Semester.ly

Johns Hopkins University | AS.150.466

Recent Work in Skepticism

3.0

credits

Average Course Rating

(-1)

We all take it for granted that perceptual experience yields knowledge of the world around us. But in the first of his Meditations on First Philosophy, Descartes invents a new and puzzling thought experiment. He imagines an Evil Demon with the power to manipulate the total course of his (Descartes’s) experience, so that what he naturally takes to be experience of the world around him is really a kind of perpetual dream: a simulation or virtual reality, as we might way today. Descartes’s problem, which has made its way into popular culture through films like those in the “Matrix” series, remains a source of philosophical puzzlement. While no one believes that skeptical hypotheses like Demon or computer deception are true, it is not easy to say how we can exclude them. Given that the deception is systematic, it seems that any “evidence” I cite could itself be part of the simulation.

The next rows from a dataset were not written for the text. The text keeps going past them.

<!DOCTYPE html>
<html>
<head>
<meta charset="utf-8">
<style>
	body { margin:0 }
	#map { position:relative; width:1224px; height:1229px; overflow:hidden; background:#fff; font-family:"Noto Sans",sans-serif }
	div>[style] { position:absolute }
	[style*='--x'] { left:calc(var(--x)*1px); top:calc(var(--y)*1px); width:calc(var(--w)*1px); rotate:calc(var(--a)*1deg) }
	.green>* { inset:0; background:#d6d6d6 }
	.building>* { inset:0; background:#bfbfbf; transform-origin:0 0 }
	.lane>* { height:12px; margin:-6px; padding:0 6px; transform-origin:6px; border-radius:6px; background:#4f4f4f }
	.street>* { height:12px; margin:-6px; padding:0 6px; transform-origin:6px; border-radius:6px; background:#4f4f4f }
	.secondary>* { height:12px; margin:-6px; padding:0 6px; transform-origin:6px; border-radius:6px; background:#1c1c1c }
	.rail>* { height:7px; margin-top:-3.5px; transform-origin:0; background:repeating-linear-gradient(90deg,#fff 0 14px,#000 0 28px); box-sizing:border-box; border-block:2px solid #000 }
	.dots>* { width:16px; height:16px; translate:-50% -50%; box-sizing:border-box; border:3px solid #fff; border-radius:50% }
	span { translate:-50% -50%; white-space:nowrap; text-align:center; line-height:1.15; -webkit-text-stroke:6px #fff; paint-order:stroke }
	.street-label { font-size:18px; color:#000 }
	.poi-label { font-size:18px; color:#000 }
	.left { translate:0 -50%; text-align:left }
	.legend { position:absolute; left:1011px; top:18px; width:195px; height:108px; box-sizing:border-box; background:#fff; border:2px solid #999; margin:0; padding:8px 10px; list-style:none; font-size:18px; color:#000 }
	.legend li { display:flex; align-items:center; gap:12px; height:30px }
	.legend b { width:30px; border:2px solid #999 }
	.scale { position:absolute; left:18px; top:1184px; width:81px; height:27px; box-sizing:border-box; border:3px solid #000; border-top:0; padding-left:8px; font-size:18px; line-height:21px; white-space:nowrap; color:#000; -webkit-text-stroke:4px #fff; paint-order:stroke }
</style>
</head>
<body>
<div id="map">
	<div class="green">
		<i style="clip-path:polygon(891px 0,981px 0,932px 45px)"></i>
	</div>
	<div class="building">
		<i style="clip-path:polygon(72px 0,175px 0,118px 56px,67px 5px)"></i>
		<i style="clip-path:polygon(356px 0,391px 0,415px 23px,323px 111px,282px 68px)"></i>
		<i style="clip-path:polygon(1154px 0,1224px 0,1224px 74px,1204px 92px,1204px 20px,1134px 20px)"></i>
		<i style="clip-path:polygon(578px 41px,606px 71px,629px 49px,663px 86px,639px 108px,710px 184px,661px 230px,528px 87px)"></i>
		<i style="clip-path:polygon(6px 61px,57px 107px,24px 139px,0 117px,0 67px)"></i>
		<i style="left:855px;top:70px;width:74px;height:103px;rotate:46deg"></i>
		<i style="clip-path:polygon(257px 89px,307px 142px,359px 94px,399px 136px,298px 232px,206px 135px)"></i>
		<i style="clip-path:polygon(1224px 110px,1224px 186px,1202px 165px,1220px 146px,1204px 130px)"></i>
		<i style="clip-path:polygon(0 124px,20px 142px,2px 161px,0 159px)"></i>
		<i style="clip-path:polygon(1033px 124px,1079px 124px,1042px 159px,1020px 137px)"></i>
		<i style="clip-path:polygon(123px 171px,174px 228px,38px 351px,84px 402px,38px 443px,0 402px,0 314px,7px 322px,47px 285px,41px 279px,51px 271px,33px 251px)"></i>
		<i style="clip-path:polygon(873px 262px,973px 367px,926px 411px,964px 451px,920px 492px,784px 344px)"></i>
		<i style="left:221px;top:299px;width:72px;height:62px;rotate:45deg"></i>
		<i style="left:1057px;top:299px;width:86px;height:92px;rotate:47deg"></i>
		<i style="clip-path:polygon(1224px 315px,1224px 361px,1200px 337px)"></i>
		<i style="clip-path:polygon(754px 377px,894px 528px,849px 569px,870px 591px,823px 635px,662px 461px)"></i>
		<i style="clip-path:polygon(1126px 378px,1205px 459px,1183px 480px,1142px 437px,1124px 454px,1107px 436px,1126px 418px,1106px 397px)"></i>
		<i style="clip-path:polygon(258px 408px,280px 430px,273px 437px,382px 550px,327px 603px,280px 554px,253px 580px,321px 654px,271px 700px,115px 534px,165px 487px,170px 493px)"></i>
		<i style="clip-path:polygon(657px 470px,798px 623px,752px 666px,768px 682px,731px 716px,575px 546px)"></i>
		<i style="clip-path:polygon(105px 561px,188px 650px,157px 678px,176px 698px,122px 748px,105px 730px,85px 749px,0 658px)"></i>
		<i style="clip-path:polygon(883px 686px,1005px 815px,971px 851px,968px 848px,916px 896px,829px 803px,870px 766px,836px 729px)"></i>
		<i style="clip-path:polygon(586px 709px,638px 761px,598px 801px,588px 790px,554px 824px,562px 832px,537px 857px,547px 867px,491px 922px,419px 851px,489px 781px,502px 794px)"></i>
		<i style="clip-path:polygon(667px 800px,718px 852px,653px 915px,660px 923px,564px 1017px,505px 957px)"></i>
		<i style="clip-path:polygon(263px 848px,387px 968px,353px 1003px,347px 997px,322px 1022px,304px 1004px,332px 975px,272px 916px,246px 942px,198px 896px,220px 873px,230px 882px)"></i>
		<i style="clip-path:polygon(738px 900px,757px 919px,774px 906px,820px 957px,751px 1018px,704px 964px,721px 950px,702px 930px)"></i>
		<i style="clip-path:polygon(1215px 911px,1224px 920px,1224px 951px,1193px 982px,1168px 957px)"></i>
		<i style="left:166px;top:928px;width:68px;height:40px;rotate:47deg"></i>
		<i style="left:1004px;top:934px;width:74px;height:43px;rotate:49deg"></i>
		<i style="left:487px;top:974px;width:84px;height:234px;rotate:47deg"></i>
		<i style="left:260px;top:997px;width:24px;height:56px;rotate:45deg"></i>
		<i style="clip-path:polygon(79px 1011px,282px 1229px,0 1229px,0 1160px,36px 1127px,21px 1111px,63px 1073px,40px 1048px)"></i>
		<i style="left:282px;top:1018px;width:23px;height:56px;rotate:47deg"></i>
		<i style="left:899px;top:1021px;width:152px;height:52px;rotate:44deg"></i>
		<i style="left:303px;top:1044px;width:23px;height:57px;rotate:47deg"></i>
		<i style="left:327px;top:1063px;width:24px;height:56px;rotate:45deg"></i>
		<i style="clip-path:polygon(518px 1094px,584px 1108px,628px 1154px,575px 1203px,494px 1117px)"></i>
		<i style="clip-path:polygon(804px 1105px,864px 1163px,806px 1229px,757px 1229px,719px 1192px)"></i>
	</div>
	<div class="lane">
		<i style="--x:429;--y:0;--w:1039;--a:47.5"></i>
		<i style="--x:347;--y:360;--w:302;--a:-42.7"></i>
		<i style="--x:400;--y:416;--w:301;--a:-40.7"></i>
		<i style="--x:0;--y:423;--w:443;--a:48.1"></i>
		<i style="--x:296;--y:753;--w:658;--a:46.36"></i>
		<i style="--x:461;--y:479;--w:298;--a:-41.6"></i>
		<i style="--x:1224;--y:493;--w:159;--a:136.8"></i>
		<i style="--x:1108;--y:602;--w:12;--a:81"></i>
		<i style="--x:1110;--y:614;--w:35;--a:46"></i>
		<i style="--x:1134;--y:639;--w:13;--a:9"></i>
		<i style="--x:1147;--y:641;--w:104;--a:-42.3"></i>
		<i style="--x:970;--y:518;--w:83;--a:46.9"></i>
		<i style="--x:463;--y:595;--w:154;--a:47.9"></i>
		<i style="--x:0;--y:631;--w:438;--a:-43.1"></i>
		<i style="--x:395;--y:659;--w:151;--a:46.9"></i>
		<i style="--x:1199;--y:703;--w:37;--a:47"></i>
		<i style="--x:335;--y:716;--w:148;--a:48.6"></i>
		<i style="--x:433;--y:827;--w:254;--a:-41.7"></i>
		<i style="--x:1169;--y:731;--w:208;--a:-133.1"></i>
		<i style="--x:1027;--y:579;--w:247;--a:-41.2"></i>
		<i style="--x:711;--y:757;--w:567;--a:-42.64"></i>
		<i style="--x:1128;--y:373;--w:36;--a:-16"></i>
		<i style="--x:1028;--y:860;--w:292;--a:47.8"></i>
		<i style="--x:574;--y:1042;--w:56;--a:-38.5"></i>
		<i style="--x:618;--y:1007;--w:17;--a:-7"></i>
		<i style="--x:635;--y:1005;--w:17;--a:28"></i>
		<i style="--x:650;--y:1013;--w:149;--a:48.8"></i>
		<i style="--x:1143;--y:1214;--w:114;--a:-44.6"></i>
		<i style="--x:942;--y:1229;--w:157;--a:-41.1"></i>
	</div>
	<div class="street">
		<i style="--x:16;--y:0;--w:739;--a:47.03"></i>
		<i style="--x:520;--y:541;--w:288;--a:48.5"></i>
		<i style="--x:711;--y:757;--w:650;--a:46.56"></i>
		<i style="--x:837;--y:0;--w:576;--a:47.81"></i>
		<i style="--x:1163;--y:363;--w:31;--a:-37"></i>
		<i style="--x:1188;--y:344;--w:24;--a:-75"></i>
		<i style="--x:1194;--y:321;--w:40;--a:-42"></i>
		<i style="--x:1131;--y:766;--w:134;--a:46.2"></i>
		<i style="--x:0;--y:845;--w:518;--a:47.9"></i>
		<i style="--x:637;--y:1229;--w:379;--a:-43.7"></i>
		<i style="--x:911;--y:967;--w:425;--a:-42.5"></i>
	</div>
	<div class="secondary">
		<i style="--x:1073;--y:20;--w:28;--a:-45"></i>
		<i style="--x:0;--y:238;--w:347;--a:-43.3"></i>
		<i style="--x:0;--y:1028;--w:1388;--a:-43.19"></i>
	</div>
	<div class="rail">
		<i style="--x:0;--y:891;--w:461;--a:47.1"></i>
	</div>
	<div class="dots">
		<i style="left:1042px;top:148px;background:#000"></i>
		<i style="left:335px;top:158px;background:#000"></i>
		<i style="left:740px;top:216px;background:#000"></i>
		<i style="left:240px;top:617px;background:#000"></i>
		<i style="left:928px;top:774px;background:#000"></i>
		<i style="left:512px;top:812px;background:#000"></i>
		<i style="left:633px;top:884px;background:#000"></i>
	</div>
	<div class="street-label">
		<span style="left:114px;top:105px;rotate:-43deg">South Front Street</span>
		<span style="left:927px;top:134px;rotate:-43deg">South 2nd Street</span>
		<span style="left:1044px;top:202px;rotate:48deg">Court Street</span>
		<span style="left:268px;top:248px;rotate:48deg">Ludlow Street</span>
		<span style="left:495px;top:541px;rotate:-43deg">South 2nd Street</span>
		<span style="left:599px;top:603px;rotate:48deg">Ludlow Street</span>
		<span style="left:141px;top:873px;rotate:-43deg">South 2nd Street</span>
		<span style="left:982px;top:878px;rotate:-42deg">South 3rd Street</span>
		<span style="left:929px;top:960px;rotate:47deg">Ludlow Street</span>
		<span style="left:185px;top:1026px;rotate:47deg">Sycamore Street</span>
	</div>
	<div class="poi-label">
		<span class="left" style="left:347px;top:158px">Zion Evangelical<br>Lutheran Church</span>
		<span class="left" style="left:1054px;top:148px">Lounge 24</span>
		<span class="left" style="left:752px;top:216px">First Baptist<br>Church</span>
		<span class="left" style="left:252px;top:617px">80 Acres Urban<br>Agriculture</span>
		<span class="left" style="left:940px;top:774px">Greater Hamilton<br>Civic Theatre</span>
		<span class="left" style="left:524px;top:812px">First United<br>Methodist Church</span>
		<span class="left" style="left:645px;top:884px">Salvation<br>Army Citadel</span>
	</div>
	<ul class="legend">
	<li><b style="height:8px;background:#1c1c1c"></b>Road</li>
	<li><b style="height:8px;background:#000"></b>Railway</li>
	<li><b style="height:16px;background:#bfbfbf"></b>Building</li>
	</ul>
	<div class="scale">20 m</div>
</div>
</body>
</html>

So how do I (or could I) know (for sure) that I’m not the victim of the Deceiver or the Matrix? We shall examine some of the latest attempts to respond to Descartes’s challenge. Does the “How could I know?” question admit of a theoretical answer, or is the question itself somehow ill-posed? Can we answer it without making significant concessions to skepticism? Exploring such questions should teach us some interesting lessons about knowledge (or the concept of knowledge).